I've already written a post on this amazing event, but here's a more in-depth look at the events, and the men involved. There were at least four attempts to free Edward II (I'm calling him 'Edward II' to avoid confusion, though of course he was no longer King) in 1327 that we know of:

- one led by the Dunheved brothers, Thomas and Stephen, sometime in March 1327, when Edward was still at Kenilworth. This attempt was certainly a major factor in the decision to move Edward to Berkeley - the indenture transferring him to the custody of Thomas Berkeley and John Maltravers was drawn up on 21 March.

- the successful one by the Dunheved gang in June/July 1327, which (temporarily) freed Edward. "They came with an armed force towards the castle of Berkeley, seized the father of our lord the King from our guard and feloniously plundered the said castle, against the peace" (de lor venir aforceement devers le chastel de Berkel', d'avoir ravi le pere nostre seignor le roi hors de nostre garde et le dit chastel robbe felenousement encountre la pees) - from a letter by Thomas, Lord Berkeley to the Chancellor, John de Hothum, on 27 July.

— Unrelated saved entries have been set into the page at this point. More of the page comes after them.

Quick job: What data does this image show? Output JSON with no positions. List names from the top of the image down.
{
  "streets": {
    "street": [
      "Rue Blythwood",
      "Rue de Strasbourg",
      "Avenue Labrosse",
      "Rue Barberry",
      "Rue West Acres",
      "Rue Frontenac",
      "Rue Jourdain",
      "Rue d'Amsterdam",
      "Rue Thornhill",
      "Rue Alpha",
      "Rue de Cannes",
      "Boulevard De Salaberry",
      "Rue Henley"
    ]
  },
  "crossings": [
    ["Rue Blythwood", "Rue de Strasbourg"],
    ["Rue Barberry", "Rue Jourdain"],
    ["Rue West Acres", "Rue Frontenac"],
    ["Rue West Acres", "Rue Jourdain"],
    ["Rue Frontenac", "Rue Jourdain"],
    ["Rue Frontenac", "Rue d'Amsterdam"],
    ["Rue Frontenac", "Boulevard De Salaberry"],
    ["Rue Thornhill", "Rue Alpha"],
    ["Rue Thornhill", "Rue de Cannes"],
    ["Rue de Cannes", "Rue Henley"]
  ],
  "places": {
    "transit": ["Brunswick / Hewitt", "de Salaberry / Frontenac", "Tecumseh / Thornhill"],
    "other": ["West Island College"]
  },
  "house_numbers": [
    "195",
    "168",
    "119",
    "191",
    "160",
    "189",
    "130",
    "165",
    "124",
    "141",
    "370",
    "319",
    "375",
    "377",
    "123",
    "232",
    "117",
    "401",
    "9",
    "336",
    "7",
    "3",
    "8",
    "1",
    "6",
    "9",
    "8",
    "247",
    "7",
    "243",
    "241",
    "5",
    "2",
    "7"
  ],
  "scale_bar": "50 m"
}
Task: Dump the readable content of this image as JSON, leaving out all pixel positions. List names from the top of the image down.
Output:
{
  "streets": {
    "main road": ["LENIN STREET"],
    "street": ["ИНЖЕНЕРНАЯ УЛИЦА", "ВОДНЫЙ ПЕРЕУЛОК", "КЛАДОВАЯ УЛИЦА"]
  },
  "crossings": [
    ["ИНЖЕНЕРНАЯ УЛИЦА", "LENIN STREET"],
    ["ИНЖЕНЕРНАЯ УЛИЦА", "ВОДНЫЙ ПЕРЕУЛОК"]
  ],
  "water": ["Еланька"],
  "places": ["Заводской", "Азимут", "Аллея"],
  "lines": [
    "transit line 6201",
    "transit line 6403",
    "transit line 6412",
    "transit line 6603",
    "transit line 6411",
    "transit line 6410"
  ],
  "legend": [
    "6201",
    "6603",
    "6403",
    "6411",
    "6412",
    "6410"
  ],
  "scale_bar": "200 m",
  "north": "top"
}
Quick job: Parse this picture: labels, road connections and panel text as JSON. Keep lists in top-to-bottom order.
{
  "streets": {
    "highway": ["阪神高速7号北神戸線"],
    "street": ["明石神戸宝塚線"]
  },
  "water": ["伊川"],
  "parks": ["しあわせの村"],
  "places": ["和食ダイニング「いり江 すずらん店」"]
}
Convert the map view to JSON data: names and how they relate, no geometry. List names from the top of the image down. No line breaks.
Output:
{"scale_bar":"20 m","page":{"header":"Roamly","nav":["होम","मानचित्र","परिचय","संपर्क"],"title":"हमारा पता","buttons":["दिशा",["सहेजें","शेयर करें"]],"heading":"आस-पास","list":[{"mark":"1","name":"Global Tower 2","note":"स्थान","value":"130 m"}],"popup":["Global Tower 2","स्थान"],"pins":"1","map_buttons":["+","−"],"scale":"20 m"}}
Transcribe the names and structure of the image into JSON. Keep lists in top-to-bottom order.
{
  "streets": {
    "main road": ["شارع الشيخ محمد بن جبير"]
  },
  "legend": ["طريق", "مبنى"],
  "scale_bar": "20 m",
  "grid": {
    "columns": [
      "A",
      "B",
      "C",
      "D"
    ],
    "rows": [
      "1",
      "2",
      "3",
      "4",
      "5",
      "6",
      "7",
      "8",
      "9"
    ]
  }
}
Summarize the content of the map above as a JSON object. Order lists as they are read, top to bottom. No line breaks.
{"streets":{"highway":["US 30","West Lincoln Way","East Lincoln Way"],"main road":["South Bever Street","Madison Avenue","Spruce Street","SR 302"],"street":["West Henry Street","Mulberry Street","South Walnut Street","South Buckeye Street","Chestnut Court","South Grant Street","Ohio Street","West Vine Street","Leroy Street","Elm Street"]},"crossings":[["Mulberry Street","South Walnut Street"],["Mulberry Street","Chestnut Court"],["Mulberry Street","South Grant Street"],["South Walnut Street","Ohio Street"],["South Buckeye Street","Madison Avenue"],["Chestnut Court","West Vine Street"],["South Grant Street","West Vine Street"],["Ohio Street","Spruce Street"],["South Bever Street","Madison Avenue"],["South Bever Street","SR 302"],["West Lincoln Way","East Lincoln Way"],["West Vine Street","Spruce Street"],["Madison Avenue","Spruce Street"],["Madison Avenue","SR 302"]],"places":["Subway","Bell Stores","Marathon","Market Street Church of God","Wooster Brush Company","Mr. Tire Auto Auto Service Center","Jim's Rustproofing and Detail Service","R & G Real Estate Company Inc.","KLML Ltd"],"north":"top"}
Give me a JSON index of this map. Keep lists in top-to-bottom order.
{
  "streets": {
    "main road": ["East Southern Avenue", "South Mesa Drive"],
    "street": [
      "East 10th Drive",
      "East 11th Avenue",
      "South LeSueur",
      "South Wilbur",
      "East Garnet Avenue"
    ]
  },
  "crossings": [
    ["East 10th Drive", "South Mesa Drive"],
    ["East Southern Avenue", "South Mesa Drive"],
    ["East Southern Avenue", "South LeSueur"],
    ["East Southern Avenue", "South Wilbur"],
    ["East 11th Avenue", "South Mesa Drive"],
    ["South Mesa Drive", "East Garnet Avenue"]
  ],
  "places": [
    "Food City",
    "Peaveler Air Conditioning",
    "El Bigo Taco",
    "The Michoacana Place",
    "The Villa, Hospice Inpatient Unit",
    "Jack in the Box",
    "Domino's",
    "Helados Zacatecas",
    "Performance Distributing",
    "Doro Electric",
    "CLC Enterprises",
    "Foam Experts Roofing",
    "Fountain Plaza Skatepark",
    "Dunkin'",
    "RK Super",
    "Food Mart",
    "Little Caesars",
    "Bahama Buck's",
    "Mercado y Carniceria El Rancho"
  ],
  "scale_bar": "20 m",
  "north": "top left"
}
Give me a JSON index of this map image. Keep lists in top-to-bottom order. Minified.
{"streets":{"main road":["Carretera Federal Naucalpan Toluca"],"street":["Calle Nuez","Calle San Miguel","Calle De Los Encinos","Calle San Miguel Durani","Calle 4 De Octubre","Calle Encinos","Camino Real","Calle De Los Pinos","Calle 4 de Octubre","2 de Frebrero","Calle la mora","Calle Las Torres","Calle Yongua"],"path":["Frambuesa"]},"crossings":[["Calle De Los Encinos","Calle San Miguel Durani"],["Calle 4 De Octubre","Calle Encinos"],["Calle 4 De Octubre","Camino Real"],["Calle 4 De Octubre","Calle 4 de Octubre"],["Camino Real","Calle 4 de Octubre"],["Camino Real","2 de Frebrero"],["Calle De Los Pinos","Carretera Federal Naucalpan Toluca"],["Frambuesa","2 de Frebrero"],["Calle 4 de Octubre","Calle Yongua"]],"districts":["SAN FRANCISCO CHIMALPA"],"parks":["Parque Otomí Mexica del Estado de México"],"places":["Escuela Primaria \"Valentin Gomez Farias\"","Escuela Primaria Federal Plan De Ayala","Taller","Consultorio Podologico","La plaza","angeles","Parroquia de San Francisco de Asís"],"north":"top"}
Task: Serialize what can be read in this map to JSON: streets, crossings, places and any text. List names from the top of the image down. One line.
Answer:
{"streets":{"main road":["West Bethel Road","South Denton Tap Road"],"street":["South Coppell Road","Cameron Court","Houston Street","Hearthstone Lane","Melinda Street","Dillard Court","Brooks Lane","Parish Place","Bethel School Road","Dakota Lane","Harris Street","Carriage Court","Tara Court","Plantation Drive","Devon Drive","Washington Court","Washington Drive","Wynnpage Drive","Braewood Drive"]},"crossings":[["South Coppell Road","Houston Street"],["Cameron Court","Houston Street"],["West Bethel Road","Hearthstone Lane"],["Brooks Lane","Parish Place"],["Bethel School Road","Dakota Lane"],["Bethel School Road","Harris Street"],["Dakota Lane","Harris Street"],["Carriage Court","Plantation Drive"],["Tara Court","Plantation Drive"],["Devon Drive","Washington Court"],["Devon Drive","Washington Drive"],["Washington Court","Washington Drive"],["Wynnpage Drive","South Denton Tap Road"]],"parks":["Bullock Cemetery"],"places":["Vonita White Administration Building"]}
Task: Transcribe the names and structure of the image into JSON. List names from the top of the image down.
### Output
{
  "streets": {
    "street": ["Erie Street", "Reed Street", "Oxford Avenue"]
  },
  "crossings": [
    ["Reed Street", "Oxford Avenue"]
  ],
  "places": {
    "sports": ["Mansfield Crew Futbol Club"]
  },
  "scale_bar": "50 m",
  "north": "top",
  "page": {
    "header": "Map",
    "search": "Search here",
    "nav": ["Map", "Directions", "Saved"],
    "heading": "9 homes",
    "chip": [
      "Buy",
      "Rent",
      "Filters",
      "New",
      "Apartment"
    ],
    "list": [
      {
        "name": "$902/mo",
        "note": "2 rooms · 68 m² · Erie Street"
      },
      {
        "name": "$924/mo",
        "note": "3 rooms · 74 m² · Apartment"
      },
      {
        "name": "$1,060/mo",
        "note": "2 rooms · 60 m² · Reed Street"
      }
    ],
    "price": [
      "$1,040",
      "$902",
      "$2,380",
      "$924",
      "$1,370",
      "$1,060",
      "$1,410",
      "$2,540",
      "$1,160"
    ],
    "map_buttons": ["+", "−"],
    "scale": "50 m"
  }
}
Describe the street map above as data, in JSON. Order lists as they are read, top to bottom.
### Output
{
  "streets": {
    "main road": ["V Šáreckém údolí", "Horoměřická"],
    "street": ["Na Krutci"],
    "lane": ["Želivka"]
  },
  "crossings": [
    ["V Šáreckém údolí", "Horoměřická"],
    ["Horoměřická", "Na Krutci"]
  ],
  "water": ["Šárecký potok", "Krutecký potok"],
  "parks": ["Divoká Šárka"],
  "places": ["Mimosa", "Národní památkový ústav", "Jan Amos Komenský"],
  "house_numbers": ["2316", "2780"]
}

- Berkeley's letter informed the Chancellor of another attempt by men in Buckinghamshire and neighbouring counties at the same time ("a great number of people in the county of Buckingham and in adjoining counties, have assembled for the same cause", i.e., freeing Edward). Unfortunately nothing more is known of this plot or who was involved, as it isn't mentioned anywhere else.

- and yet another attempt in August and early September led by the Welsh knight Sir Rhys ap Gruffydd, and supported by Edward II's close friend Donald, Earl of Mar, who was involved in most or all of the plots to free Edward. Intriguingly, this one was said to have the support of 'certain great lords of England', though their identity remains a mystery. The plot was betrayed to Roger Mortimer's Deputy Justice William Shalford on 7 September, and inspired his letter to Mortimer at Abergavenny, urging him to find a solution to the Big Edward Problem.

I should point out that Edward II, Prince of Wales, was always popular there - Thomas Walsingham, a chronicler of the later fourteenth century, wrote "...the Welsh in a wonderful manner loved and esteemed him. As far as they were able, they stood by him, grieving over his adversities both in life and in his death, composing mournful songs about him in the language of their own country. His memory remains to the present day, which neither the fear of punishment nor the passage of time can destroy." During the fourteenth century, many Welsh people travelled over the border to Gloucester, to pay their respects at Edward's tomb.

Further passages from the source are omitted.